EXERCISE AIM:
Lines from the one containing "<button>−</button>" through the last line of the data below are to be returned exactly; leave out the rest.

--- THE RECORDS Enclosed Below ---

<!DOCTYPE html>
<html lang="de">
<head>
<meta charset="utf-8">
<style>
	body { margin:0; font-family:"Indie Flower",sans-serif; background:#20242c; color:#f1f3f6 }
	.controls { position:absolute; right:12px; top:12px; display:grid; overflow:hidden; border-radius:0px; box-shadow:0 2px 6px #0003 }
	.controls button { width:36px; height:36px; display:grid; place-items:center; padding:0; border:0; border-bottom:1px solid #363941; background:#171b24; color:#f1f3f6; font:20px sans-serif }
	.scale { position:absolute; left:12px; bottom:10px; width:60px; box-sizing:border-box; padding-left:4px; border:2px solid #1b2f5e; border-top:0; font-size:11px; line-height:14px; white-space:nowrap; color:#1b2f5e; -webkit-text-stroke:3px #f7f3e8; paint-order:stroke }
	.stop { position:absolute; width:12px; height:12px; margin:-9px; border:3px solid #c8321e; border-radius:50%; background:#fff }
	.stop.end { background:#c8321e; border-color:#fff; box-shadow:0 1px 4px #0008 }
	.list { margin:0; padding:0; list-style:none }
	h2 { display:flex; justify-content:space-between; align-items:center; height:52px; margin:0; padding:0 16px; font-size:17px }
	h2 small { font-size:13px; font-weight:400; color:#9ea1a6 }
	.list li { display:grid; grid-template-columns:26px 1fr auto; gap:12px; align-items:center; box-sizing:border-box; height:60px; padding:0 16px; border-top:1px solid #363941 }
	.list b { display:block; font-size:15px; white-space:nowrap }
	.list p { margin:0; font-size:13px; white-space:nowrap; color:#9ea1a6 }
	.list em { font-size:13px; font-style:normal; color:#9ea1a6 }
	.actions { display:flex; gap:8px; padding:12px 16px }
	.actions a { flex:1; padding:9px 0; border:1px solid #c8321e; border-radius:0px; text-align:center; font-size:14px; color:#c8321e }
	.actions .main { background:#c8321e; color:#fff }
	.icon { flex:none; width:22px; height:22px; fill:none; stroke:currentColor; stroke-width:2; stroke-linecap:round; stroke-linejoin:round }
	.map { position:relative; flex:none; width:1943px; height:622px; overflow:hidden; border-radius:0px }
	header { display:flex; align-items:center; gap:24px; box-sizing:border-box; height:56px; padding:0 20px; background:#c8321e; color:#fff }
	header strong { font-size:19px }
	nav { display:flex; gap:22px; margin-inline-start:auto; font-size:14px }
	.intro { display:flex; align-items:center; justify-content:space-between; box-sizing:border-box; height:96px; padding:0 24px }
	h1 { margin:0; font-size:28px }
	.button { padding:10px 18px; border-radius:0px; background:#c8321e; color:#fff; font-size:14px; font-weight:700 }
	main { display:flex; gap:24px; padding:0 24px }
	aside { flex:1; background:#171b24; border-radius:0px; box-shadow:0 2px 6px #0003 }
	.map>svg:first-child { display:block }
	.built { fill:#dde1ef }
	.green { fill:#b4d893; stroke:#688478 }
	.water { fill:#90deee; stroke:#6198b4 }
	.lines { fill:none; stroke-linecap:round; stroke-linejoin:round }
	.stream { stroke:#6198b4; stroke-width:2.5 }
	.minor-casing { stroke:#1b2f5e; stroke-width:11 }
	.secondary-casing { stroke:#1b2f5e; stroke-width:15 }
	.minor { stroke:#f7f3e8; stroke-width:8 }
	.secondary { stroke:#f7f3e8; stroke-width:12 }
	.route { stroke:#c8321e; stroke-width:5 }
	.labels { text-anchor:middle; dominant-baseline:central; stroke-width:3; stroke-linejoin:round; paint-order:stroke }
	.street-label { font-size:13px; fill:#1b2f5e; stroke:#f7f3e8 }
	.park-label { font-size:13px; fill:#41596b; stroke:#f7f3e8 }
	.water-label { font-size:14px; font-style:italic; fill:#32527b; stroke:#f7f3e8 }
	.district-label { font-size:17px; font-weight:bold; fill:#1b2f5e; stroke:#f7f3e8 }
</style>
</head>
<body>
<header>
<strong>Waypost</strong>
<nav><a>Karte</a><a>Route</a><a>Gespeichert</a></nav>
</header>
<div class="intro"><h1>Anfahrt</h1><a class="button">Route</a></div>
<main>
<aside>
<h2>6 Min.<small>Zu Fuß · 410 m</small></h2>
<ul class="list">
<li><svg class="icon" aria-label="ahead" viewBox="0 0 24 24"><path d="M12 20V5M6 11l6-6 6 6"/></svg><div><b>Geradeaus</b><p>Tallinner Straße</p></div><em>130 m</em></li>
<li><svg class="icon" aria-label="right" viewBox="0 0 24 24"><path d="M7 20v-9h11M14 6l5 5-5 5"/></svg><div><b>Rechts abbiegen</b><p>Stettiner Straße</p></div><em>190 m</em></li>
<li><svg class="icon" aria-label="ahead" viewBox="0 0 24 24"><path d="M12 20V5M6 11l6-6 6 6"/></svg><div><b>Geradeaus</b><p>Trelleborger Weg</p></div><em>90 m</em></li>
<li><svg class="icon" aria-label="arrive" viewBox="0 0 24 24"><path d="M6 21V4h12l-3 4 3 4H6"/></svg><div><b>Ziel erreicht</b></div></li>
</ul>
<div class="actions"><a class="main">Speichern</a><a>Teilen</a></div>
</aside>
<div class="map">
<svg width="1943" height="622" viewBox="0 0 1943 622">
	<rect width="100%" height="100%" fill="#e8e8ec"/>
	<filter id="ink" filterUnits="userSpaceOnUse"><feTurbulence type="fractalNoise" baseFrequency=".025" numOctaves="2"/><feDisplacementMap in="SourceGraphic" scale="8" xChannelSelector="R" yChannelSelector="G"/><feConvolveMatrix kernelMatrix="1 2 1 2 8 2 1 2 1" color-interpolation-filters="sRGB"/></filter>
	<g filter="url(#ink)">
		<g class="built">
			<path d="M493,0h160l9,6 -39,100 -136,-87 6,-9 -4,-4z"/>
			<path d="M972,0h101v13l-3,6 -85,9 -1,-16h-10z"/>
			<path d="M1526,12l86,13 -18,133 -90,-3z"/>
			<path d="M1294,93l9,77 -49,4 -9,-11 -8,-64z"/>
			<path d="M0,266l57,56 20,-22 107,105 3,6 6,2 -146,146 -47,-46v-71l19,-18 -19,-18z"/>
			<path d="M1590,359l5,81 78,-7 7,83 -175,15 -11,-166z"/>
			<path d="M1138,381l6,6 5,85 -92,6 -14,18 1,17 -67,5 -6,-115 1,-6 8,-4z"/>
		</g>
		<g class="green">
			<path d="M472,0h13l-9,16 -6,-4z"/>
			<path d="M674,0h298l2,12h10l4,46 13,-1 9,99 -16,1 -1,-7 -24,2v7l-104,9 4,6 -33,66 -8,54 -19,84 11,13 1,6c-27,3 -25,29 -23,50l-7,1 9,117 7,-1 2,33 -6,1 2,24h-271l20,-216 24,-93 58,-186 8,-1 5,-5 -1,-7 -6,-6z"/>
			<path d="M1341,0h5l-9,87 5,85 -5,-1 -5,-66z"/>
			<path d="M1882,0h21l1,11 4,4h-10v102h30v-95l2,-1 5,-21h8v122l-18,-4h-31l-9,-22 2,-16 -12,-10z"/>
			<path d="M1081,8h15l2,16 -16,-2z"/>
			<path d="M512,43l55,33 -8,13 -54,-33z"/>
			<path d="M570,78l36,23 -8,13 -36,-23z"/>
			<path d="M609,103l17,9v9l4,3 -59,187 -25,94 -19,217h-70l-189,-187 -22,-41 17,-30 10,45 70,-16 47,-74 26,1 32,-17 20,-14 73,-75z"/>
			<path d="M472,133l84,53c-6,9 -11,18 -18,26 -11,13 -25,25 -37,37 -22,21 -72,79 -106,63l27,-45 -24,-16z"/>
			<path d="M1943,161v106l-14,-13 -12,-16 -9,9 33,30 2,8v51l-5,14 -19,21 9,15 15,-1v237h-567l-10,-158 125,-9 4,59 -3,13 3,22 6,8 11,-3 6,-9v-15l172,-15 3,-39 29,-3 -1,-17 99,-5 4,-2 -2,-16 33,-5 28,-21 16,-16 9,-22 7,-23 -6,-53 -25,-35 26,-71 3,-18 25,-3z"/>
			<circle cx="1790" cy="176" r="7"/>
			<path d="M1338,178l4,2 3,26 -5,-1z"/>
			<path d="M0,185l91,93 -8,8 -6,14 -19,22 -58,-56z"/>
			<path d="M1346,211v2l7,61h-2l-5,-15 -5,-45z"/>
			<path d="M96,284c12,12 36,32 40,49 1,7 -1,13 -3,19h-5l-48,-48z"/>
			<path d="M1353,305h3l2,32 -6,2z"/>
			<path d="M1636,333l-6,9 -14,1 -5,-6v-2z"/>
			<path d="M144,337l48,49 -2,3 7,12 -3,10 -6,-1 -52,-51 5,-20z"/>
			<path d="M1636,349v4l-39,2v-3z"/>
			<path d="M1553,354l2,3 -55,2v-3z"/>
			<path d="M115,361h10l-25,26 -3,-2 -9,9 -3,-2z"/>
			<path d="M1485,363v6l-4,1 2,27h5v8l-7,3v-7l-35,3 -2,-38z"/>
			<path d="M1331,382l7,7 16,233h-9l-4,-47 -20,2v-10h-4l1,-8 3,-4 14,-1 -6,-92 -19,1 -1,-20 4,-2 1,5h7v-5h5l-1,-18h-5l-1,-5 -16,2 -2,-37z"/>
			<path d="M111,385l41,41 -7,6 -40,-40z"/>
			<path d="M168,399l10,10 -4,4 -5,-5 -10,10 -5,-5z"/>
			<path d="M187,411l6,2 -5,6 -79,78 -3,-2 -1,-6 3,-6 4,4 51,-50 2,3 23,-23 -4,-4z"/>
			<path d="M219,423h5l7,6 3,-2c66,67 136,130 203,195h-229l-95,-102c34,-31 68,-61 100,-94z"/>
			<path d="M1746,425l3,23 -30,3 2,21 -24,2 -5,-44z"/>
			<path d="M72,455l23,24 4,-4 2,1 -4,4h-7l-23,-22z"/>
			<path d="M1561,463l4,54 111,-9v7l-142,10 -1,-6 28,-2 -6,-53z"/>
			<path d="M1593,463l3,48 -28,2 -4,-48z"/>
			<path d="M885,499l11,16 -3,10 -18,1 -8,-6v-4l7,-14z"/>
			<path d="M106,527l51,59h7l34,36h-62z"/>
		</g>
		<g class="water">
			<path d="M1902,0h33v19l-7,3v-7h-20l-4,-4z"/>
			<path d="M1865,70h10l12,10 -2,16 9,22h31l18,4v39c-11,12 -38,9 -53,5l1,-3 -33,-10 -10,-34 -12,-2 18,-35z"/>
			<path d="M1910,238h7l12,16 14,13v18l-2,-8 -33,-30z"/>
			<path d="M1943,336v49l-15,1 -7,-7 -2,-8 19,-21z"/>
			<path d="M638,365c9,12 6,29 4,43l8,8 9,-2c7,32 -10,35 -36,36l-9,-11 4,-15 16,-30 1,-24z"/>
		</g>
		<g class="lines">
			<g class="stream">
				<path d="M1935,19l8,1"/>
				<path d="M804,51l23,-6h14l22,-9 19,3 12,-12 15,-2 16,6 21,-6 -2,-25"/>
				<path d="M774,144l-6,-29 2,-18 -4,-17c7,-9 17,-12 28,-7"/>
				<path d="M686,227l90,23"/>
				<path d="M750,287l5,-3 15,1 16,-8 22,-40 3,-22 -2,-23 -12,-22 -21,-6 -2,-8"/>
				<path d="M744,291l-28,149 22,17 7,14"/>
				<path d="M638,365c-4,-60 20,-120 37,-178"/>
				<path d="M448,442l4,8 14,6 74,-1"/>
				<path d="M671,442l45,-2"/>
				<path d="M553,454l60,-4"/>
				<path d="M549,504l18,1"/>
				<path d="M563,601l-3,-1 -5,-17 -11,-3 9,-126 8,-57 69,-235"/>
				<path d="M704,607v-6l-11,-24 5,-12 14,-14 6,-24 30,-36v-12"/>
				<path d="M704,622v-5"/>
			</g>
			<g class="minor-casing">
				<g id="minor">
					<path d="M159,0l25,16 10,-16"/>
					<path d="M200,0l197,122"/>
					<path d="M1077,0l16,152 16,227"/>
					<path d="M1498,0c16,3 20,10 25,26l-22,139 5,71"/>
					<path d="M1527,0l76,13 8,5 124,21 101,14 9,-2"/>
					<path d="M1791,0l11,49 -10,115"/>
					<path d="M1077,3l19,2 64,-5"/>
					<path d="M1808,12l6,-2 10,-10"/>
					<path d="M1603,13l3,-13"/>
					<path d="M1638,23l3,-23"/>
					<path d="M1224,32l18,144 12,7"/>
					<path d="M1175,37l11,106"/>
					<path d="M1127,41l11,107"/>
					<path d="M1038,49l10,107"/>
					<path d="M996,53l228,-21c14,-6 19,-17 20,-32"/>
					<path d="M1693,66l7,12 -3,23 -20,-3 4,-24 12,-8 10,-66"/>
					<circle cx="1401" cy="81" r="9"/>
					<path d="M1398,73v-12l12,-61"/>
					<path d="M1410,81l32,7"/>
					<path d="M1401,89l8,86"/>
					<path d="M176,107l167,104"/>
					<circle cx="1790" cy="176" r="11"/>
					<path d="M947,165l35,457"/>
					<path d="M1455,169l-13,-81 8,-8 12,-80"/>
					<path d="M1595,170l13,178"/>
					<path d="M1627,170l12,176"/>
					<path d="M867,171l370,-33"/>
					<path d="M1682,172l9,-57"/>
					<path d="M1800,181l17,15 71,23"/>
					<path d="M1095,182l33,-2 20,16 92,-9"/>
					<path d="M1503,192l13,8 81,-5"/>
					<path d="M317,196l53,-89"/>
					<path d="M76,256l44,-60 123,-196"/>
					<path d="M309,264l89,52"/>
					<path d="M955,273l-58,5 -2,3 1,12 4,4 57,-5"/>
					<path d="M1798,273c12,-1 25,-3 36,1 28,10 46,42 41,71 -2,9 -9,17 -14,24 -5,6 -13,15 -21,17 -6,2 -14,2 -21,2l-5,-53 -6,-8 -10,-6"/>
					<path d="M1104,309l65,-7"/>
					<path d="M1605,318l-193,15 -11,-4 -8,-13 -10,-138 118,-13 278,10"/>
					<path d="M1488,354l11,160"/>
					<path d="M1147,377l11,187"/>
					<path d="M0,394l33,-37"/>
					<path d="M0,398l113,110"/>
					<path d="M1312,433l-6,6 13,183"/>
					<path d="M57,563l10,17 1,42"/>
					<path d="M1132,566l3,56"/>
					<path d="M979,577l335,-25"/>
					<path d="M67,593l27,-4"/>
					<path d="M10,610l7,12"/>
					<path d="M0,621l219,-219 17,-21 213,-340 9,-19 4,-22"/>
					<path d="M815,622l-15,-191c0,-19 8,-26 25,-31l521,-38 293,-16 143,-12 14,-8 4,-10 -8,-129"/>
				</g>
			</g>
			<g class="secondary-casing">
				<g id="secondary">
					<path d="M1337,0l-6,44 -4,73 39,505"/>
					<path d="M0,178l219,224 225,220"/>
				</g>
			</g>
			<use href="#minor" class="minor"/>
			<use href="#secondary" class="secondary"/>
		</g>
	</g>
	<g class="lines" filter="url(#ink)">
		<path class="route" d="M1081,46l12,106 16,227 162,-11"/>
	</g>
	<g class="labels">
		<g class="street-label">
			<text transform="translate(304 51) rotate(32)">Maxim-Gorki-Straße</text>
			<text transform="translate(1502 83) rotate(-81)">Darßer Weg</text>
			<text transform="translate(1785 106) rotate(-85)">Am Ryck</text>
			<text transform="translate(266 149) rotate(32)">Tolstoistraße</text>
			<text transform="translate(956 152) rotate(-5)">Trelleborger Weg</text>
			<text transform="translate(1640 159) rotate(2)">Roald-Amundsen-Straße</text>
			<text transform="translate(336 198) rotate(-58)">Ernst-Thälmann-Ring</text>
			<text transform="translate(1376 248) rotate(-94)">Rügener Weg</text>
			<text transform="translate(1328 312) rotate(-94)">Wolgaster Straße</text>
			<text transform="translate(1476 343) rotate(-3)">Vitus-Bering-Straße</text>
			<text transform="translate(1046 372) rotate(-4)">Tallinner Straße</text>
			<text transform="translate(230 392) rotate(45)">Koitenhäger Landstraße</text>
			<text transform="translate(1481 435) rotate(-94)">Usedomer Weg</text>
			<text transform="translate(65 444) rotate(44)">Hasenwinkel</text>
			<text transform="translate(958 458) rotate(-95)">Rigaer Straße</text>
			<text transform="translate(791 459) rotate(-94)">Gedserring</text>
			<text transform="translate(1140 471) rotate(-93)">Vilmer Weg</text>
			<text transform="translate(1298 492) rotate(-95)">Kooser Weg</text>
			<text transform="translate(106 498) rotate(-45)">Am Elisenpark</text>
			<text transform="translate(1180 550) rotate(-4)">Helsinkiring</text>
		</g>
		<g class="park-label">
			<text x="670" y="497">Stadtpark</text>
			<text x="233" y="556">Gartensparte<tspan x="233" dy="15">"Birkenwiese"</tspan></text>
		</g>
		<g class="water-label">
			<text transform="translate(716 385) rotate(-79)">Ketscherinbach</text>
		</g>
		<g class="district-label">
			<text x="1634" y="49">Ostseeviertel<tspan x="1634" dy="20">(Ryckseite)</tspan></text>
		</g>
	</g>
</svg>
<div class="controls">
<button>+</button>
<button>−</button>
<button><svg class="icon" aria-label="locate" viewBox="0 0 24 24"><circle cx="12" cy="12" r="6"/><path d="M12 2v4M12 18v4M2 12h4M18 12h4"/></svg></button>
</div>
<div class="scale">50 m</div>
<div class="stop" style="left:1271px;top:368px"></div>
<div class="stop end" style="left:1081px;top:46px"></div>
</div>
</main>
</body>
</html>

--- End of Enclosed THE RECORDS ---

SOLVED EXERCISE:
<button>−</button>
<button><svg class="icon" aria-label="locate" viewBox="0 0 24 24"><circle cx="12" cy="12" r="6"/><path d="M12 2v4M12 18v4M2 12h4M18 12h4"/></svg></button>
</div>
<div class="scale">50 m</div>
<div class="stop" style="left:1271px;top:368px"></div>
<div class="stop end" style="left:1081px;top:46px"></div>
</div>
</main>
</body>
</html>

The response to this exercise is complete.